Proposal To Alleviate The Homeless: City Governments Should Seize
Abandoned Homes.
by
Darin
City governments should
seize foreclosure property from large capitalist banks and house the homeless
with them. Since city governments don't do this, it is clear that they are
simply a larger tool of the capitalist / corporate machinery, and so many could
argue such governments should not exist also. It is even more clear that since
city governments do not reach out in such a fashion to help end human
suffering, that they really do not give a shit at all about the epidemic
problem that homelessness, joblessness, and thereby the helplessness it creates.
Following a model of urban logistics from Jane Jacob's The Life and Death of
Great American Cities[1],
I have come up with a proposal that someone like Mayor Jean Quan of Oakland
would probably dismiss in an instant. “I don't believe the City of Oakland
is capable of making such a profound change in civic justice at this time,”

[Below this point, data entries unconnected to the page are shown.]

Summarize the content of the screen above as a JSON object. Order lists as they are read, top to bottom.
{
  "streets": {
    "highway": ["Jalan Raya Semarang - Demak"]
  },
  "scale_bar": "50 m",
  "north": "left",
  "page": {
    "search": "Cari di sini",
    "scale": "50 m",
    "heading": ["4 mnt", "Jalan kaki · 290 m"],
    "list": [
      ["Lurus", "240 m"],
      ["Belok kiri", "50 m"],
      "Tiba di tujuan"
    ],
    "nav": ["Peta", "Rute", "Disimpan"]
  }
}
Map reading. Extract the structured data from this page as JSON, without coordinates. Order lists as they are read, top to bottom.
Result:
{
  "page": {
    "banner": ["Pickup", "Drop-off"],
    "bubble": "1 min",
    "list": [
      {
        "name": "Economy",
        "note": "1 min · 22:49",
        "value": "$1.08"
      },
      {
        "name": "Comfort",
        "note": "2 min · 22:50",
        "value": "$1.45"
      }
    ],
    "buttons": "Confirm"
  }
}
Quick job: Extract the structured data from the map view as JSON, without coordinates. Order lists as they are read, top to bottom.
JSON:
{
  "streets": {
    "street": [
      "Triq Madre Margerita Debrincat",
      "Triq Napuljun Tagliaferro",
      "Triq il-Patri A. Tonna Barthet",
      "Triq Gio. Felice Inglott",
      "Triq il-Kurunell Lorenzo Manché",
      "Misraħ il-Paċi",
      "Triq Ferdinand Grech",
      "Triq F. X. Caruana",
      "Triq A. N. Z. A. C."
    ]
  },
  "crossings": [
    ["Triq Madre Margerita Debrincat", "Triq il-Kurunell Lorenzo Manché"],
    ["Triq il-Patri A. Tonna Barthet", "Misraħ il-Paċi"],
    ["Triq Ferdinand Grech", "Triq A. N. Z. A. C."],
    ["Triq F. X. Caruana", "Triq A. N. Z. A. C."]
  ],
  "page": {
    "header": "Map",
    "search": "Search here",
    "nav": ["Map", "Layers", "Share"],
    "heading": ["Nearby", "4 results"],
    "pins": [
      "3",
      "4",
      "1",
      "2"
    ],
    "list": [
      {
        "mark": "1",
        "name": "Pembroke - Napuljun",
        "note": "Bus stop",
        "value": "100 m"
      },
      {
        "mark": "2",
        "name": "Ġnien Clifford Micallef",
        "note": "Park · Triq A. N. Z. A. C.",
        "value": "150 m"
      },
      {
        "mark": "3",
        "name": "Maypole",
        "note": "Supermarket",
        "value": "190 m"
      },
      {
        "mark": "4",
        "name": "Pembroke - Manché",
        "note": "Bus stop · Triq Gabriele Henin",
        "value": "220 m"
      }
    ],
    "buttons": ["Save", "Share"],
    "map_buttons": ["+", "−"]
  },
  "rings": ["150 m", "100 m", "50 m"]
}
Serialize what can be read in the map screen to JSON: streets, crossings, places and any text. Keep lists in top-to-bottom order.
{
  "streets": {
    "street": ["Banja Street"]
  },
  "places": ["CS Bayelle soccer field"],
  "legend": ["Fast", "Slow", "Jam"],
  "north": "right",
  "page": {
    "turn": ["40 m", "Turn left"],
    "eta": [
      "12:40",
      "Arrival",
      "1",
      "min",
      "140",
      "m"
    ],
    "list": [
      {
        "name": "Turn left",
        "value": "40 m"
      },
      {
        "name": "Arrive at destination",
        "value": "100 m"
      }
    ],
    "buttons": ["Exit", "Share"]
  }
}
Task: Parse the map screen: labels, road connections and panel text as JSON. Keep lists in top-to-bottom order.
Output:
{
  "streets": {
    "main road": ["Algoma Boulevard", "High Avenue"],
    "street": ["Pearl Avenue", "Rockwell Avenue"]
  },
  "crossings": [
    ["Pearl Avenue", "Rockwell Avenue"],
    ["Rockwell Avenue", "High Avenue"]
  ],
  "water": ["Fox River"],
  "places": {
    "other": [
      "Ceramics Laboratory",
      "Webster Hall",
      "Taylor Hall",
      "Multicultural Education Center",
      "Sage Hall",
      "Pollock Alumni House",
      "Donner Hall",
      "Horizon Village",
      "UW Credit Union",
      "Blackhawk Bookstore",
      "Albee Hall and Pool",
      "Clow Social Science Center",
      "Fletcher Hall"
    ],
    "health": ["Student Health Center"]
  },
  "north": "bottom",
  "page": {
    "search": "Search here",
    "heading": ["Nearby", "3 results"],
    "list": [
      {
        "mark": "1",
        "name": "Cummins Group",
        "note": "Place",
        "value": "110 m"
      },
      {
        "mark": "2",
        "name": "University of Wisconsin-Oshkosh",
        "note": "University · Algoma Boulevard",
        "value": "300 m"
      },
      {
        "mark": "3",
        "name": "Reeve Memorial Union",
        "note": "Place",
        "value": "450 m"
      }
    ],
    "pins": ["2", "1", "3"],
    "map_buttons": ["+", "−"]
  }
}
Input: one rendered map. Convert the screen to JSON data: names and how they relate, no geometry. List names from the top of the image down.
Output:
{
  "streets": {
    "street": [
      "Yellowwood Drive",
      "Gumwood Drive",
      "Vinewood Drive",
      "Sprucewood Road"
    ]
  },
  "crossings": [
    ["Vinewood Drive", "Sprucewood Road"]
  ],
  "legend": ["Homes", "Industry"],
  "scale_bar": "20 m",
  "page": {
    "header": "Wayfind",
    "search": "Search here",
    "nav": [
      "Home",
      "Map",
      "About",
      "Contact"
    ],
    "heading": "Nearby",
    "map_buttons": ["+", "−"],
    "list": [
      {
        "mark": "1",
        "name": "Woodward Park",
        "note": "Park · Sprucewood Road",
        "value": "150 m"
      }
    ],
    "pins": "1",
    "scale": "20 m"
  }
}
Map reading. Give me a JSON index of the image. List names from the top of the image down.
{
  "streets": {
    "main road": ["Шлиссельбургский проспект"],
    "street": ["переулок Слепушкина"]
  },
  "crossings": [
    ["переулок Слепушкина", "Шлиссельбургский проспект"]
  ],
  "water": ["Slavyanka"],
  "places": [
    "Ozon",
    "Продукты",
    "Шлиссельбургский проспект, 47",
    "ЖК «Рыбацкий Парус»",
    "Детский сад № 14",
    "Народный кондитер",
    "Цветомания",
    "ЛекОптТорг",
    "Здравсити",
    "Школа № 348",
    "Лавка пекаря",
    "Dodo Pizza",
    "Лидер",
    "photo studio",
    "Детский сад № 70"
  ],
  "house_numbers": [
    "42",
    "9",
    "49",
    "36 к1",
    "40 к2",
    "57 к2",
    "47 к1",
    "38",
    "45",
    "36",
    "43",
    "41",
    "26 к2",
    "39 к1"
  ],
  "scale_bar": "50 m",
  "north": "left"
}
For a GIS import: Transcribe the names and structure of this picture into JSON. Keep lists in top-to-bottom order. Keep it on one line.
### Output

I can almost hear her say. Or California's Governor Jerry Brown [even when he
was Mayor of Oakland,] or Obama. At any event the proposal is likely too simple
for the current governing bodies to consider. I’m sure my theory needs some
work. Please feel free to write and give me some advice on this, the first
section is my theory, and the second section incorporates personal interviews.
To explain more
comprehensively: Maybe Anarchists aren’t looking forward to government
intervention, that’s my point actually, my theory is that it’s just a matter of
time and that we need to establish a sold grass roots community methodological
approach to housing “attainment,” and get into a good position before the
government takes it over and tries to disrupt the process. By doing so we
secure a fundamental right to housing and housing security that cannot be taken
away from us no matter how the fuck they strong arm banks into compliance to
help alleviate the housing crisis, which the government isn’t really taken to
serious issue of and which I need to elaborate on. The caveat of legal
foreclosure seizures in light of economic inequality is that the government is
going to want to have their greedy hands in the process somehow. Governments
are broke! They don’t have any money, and most banks haven’t paid their dues in
regards to the recent economic disaster, they will be held accountable, and we
need to get into that game before they do.
Make banks with
unscrupulous records [that is to say all of the banks,] forfeit their
seizures as tax revenue write offs for cities as a donation to help end urban
blight. Someday a ruling will come out against such seizures, why wait for
that? These companies need to be given the cold shoulder by any means
necessary, I really don't care if the government insists on seizing their
assets for the greater benefit of all people for their unscrupulous crimes
against humanity, which are too many to print and we all know what they are. Shut
‘em down! Banks take your $100 and then lend out $1000 based on no equity what
so ever. Someone should put them out of business, what the hell, Iceland more
or less did, why can't we? Bolivia shut out the World Bank, and Chiapas was
technically freed... This country should reallocate its priorities. We need to
start a campaign and petition immediately, someone should. Install / employ
[actual civil employment, something that most politicians aren't interested in,
just something they say they have interest in so that they can get
elected, problem is, most social workers, and anarchist are interested neither
we can sadly assume, most people are too busy with basic survival,] social
service people to house and facilitate people for the sake of a communal
house-hold.
People already squatting
the home? They can become facilitators to the communal “flop-house,” they can
run the consensus meetings, they can create guidelines for decision making. At
any rate the domicile could become a legal non-profit. The home tries to help facilitate people to the best of their
abilities. The communal house-hold decides what fits, what doesn't and
non-social service residents need to oblige themselves to house rules and
conduct. Those house members and guests that are not working or looking for
work, would be spending the time on the residence for the purpose of
restoration and upkeep [renovation, gardening, urban farming,] or volunteering
[Food Not Bombs, Spiral Gardens[2]
comes to mind.]
I lived in a squat in
the East Bay for six months [6mo,] and I recently left a squat in said region
after a few weeks. In 6mo you were welcome for three days, and if you intended
to stay longer you needed a sponsor who was a house member. House members might
have upwards of three people who they sponsored. In the 6mo squat people rolled
out their sleeping pads and bags and slept like sardines on the living room
floor. That residence would have maybe twenty to sixty people floating in and
out of there at any given time. If such a house-hold existed every twenty
blocks, what a difference! Consensus shouldn’t be something I need to explain
to an anarchist, regardless to whether it is based on personalized house
politics, community communal housing or something more like Occupy. Neither is
low income housing. People understand necessity.
People always complain
about homeless people, although few are willing to do anything about it. Low
income housing existed in Jane Jacobs' day [the bowery[3],]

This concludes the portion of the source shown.